* _Activity_
Since only the written part is wanted, repeat the records exactly and omit the pictures.

* _The input_
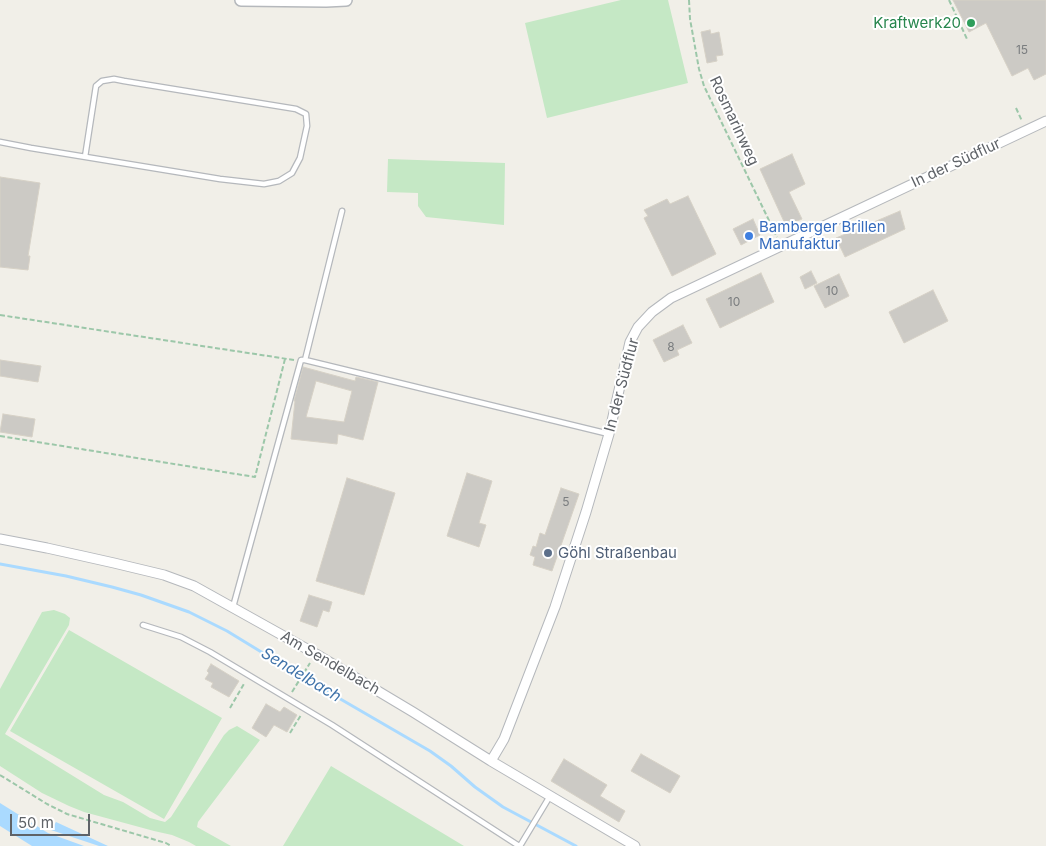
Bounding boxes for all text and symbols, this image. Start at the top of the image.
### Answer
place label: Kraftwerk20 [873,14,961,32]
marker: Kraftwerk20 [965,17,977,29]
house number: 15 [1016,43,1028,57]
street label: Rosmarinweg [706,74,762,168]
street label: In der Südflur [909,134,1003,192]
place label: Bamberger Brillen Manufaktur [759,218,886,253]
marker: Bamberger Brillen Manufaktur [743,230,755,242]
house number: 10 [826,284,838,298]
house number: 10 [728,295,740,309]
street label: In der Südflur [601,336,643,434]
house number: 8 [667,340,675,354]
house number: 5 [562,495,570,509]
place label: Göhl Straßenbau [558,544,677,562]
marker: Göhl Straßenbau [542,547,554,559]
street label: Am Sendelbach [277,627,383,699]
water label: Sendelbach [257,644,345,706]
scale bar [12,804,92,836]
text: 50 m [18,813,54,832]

* _Solution to the problem_
Bounding boxes for all text and symbols, this image. Start at the top of the image.
### Answer
place label: Kraftwerk20 [873,14,961,32]
marker: Kraftwerk20 [965,17,977,29]
house number: 15 [1016,43,1028,57]
street label: Rosmarinweg [706,74,762,168]
street label: In der Südflur [909,134,1003,192]
place label: Bamberger Brillen Manufaktur [759,218,886,253]
marker: Bamberger Brillen Manufaktur [743,230,755,242]
house number: 10 [826,284,838,298]
house number: 10 [728,295,740,309]
street label: In der Südflur [601,336,643,434]
house number: 8 [667,340,675,354]
house number: 5 [562,495,570,509]
place label: Göhl Straßenbau [558,544,677,562]
marker: Göhl Straßenbau [542,547,554,559]
street label: Am Sendelbach [277,627,383,699]
water label: Sendelbach [257,644,345,706]
scale bar [12,804,92,836]
text: 50 m [18,813,54,832]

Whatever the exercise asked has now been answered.